Omit the pictures, please, and give each record below again exactly.

:: Dataset content ::

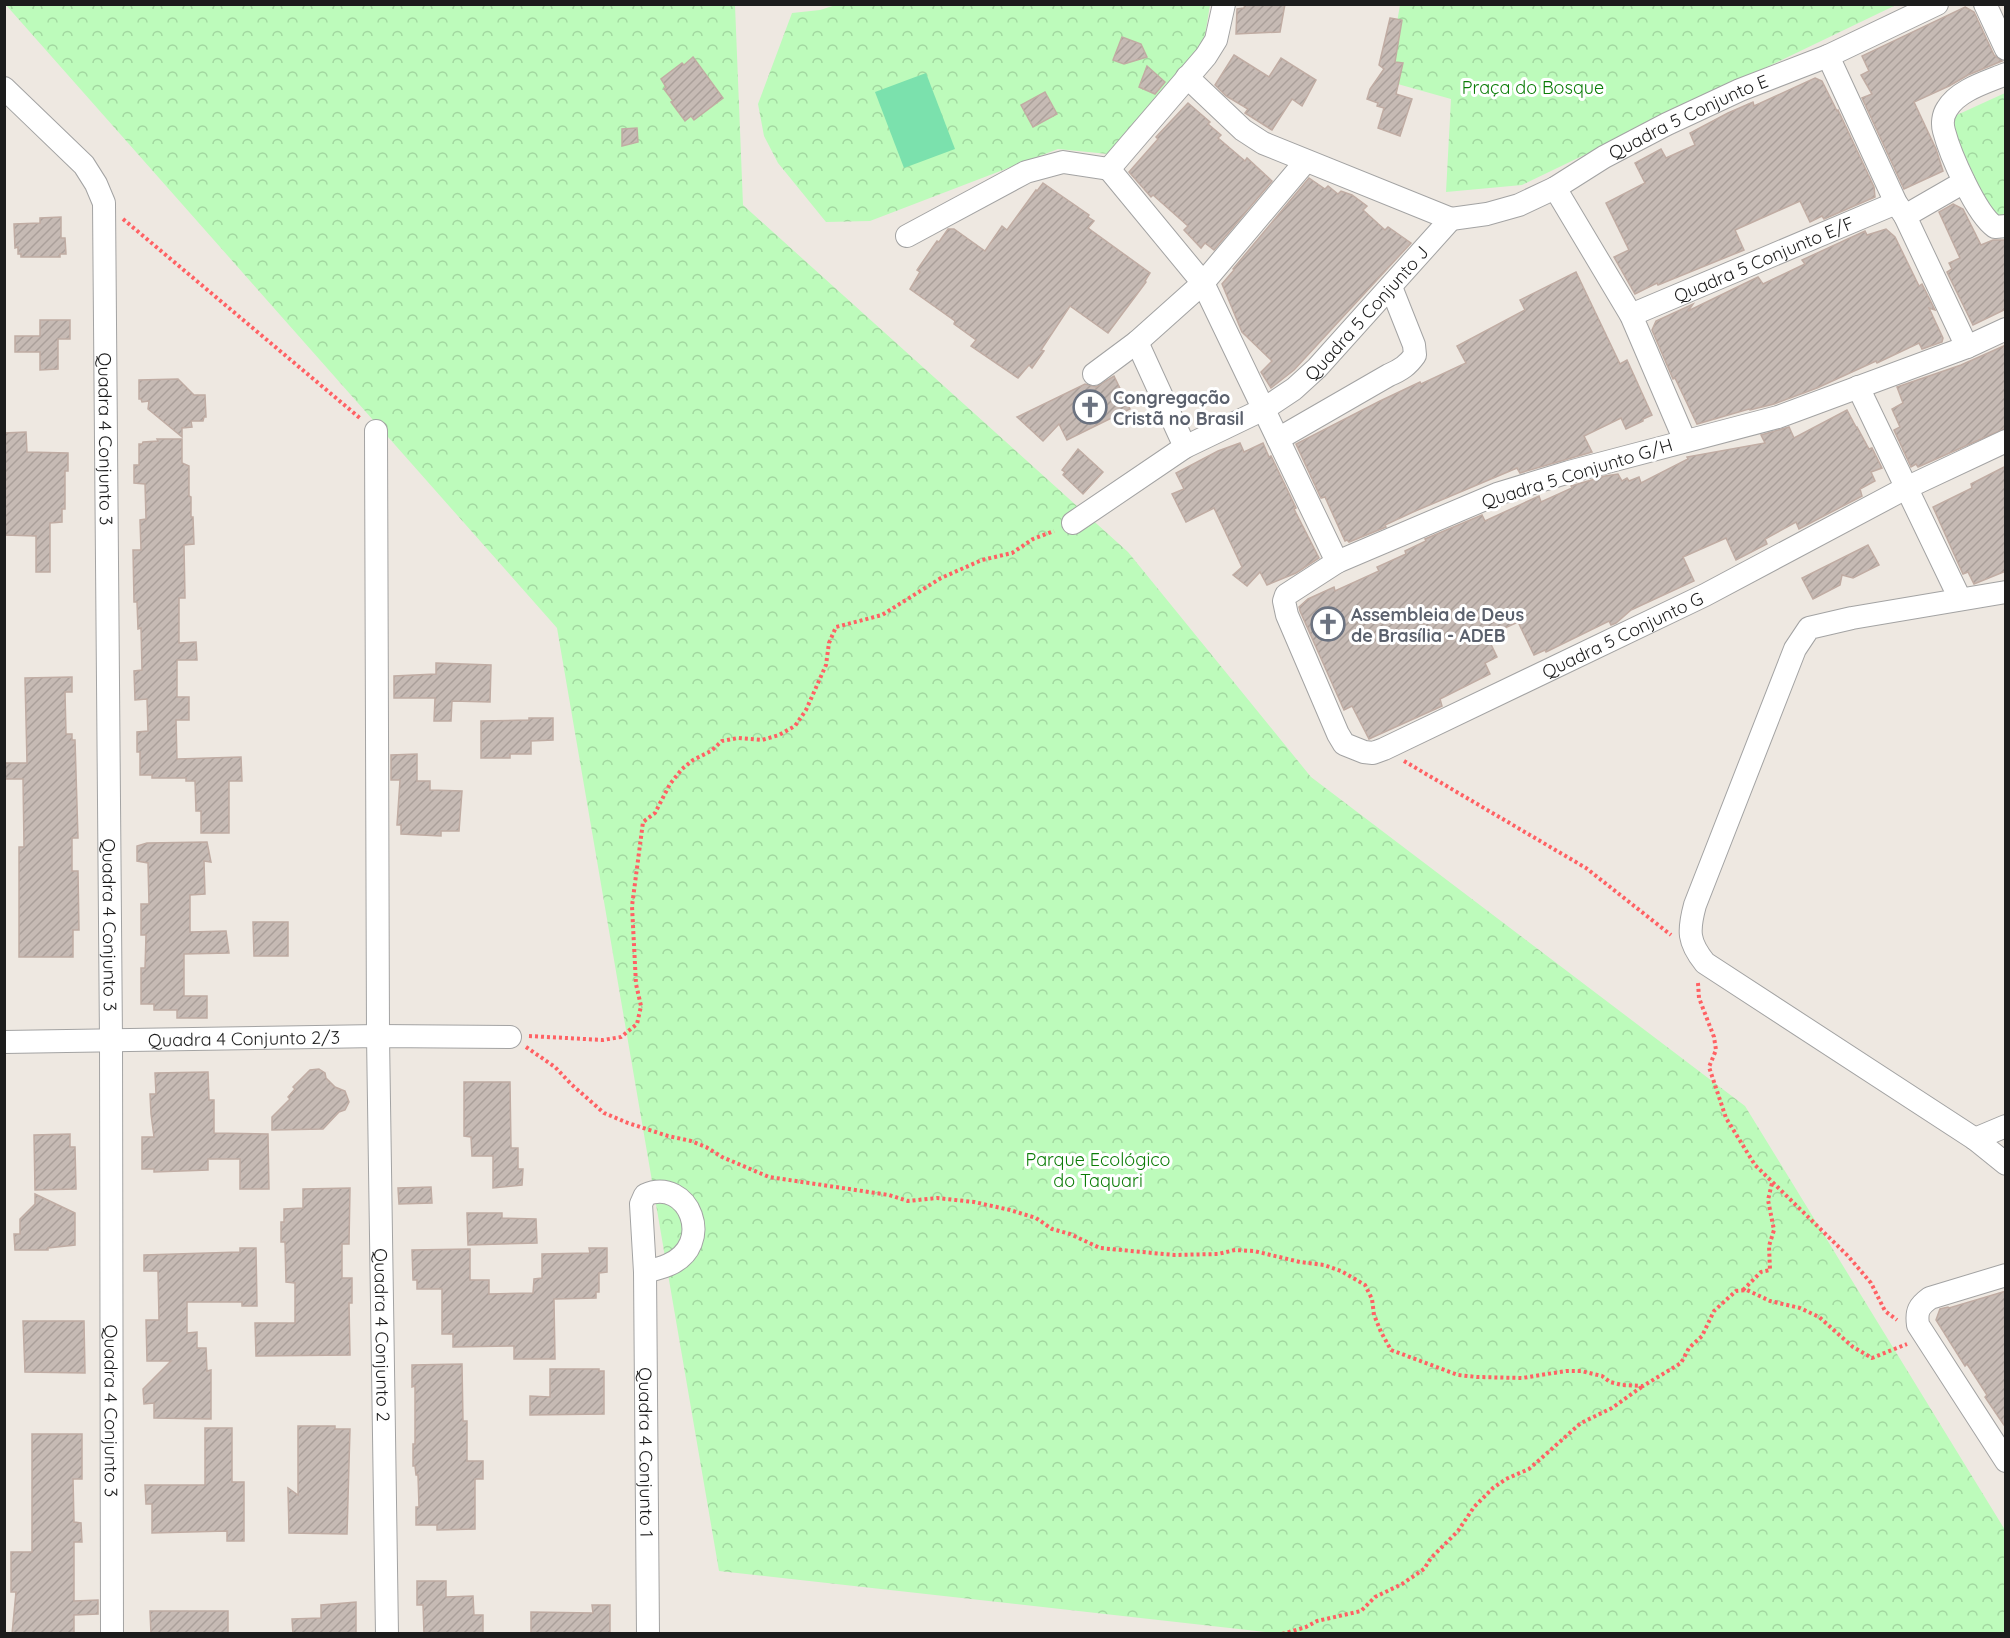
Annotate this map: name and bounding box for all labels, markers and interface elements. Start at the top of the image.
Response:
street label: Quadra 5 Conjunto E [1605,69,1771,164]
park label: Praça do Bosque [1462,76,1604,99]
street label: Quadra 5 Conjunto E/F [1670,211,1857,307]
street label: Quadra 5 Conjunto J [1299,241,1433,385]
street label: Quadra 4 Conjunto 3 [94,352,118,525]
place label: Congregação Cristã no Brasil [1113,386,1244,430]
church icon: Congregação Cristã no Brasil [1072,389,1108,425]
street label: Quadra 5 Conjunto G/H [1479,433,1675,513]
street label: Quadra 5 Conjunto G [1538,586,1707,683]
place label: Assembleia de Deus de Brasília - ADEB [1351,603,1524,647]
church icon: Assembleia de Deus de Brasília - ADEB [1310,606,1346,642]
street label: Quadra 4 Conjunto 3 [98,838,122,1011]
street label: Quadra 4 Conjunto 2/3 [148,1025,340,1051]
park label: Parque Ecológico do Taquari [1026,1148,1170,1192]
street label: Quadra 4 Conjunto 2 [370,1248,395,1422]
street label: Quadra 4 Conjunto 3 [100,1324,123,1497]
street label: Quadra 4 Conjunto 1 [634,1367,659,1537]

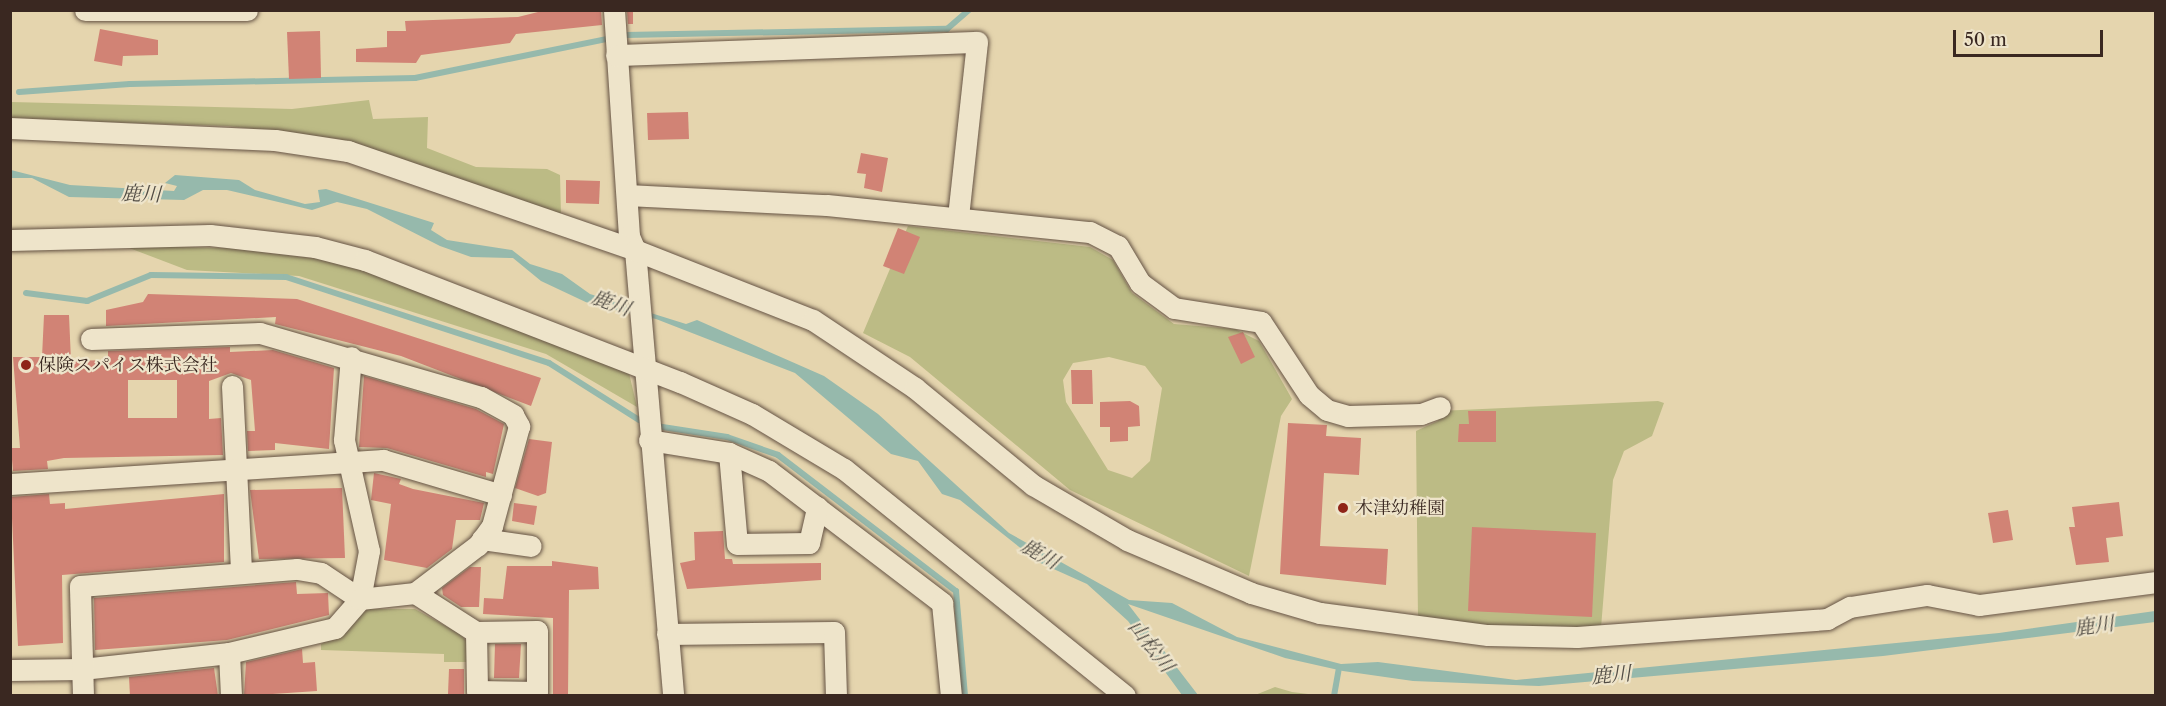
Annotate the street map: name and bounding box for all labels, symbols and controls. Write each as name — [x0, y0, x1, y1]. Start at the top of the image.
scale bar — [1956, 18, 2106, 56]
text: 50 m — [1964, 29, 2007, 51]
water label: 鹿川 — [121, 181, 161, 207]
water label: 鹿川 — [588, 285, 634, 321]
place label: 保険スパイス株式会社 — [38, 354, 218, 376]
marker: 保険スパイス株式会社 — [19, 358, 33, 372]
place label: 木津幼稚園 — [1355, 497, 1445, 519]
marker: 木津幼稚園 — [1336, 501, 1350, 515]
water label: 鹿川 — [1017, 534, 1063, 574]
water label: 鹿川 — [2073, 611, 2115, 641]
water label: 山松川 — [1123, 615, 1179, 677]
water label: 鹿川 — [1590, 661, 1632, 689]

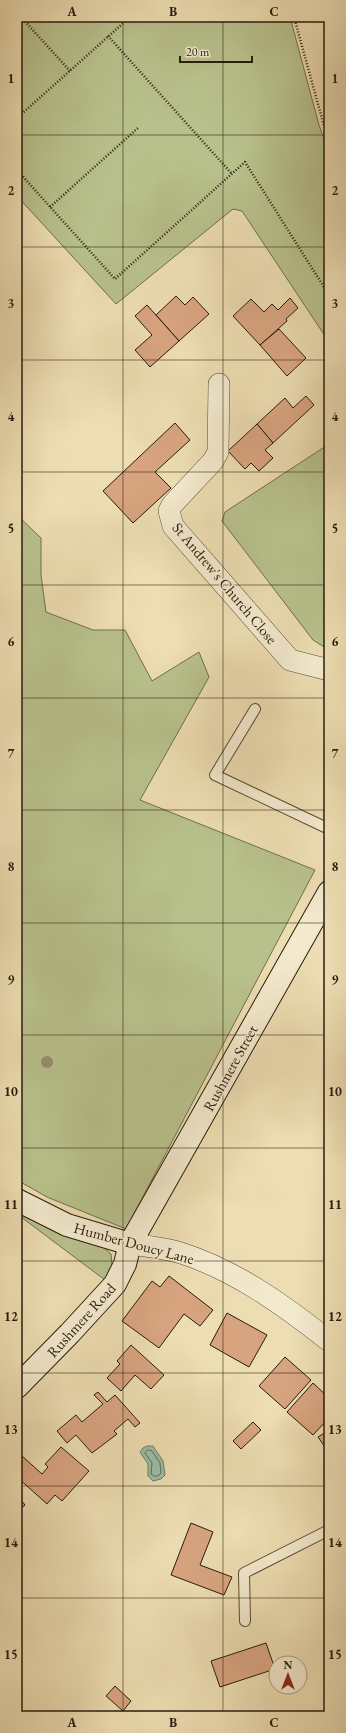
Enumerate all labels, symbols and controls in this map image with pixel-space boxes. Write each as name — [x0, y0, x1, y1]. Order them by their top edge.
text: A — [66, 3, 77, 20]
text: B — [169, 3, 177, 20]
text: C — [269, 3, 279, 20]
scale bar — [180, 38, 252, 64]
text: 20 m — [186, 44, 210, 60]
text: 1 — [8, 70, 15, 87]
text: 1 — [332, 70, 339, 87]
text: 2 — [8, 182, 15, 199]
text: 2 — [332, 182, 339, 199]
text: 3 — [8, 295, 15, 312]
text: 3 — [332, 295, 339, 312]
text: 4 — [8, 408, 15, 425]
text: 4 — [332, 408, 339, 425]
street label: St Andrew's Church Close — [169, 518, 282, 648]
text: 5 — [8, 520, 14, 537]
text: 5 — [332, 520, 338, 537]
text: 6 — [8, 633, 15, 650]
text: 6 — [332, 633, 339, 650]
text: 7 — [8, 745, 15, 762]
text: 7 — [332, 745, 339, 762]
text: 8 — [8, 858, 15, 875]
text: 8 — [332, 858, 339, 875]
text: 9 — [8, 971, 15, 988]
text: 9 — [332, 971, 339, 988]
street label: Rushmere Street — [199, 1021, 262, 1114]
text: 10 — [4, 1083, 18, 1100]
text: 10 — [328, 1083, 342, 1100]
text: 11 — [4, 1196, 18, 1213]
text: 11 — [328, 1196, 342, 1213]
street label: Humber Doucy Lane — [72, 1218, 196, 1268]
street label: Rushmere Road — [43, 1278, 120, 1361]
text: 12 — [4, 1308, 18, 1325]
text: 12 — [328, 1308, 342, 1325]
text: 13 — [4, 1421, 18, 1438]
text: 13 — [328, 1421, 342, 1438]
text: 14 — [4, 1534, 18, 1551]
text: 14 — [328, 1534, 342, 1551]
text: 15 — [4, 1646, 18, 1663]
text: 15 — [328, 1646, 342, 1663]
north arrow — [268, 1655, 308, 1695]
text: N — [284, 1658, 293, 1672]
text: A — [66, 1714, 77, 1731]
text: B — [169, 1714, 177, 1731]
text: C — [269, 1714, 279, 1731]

:::

Task output:
Annotate this map: name and bounding box for all labels, markers and interface elements. Start at the top of the image.
Response:
street label: Quadra 5 Conjunto E [1605,69,1771,164]
park label: Praça do Bosque [1462,76,1604,99]
street label: Quadra 5 Conjunto E/F [1670,211,1857,307]
street label: Quadra 5 Conjunto J [1299,241,1433,385]
street label: Quadra 4 Conjunto 3 [94,352,118,525]
place label: Congregação Cristã no Brasil [1113,386,1244,430]
church icon: Congregação Cristã no Brasil [1072,389,1108,425]
street label: Quadra 5 Conjunto G/H [1479,433,1675,513]
street label: Quadra 5 Conjunto G [1538,586,1707,683]
place label: Assembleia de Deus de Brasília - ADEB [1351,603,1524,647]
church icon: Assembleia de Deus de Brasília - ADEB [1310,606,1346,642]
street label: Quadra 4 Conjunto 3 [98,838,122,1011]
street label: Quadra 4 Conjunto 2/3 [148,1025,340,1051]
park label: Parque Ecológico do Taquari [1026,1148,1170,1192]
street label: Quadra 4 Conjunto 2 [370,1248,395,1422]
street label: Quadra 4 Conjunto 3 [100,1324,123,1497]
street label: Quadra 4 Conjunto 1 [634,1367,659,1537]

Annotate the street map: name and bounding box for all labels, symbols and controls. Write each as name — [x0, y0, x1, y1]. Start at the top of the image.
scale bar — [1956, 18, 2106, 56]
text: 50 m — [1964, 29, 2007, 51]
water label: 鹿川 — [121, 181, 161, 207]
water label: 鹿川 — [588, 285, 634, 321]
place label: 保険スパイス株式会社 — [38, 354, 218, 376]
marker: 保険スパイス株式会社 — [19, 358, 33, 372]
place label: 木津幼稚園 — [1355, 497, 1445, 519]
marker: 木津幼稚園 — [1336, 501, 1350, 515]
water label: 鹿川 — [1017, 534, 1063, 574]
water label: 鹿川 — [2073, 611, 2115, 641]
water label: 山松川 — [1123, 615, 1179, 677]
water label: 鹿川 — [1590, 661, 1632, 689]

Enumerate all labels, symbols and controls in this map image with pixel-space boxes. Write each as name — [x0, y0, x1, y1]. Order them by their top edge.
text: A — [66, 3, 77, 20]
text: B — [169, 3, 177, 20]
text: C — [269, 3, 279, 20]
scale bar — [180, 38, 252, 64]
text: 20 m — [186, 44, 210, 60]
text: 1 — [8, 70, 15, 87]
text: 1 — [332, 70, 339, 87]
text: 2 — [8, 182, 15, 199]
text: 2 — [332, 182, 339, 199]
text: 3 — [8, 295, 15, 312]
text: 3 — [332, 295, 339, 312]
text: 4 — [8, 408, 15, 425]
text: 4 — [332, 408, 339, 425]
street label: St Andrew's Church Close — [169, 518, 282, 648]
text: 5 — [8, 520, 14, 537]
text: 5 — [332, 520, 338, 537]
text: 6 — [8, 633, 15, 650]
text: 6 — [332, 633, 339, 650]
text: 7 — [8, 745, 15, 762]
text: 7 — [332, 745, 339, 762]
text: 8 — [8, 858, 15, 875]
text: 8 — [332, 858, 339, 875]
text: 9 — [8, 971, 15, 988]
text: 9 — [332, 971, 339, 988]
street label: Rushmere Street — [199, 1021, 262, 1114]
text: 10 — [4, 1083, 18, 1100]
text: 10 — [328, 1083, 342, 1100]
text: 11 — [4, 1196, 18, 1213]
text: 11 — [328, 1196, 342, 1213]
street label: Humber Doucy Lane — [72, 1218, 196, 1268]
street label: Rushmere Road — [43, 1278, 120, 1361]
text: 12 — [4, 1308, 18, 1325]
text: 12 — [328, 1308, 342, 1325]
text: 13 — [4, 1421, 18, 1438]
text: 13 — [328, 1421, 342, 1438]
text: 14 — [4, 1534, 18, 1551]
text: 14 — [328, 1534, 342, 1551]
text: 15 — [4, 1646, 18, 1663]
text: 15 — [328, 1646, 342, 1663]
north arrow — [268, 1655, 308, 1695]
text: N — [284, 1658, 293, 1672]
text: A — [66, 1714, 77, 1731]
text: B — [169, 1714, 177, 1731]
text: C — [269, 1714, 279, 1731]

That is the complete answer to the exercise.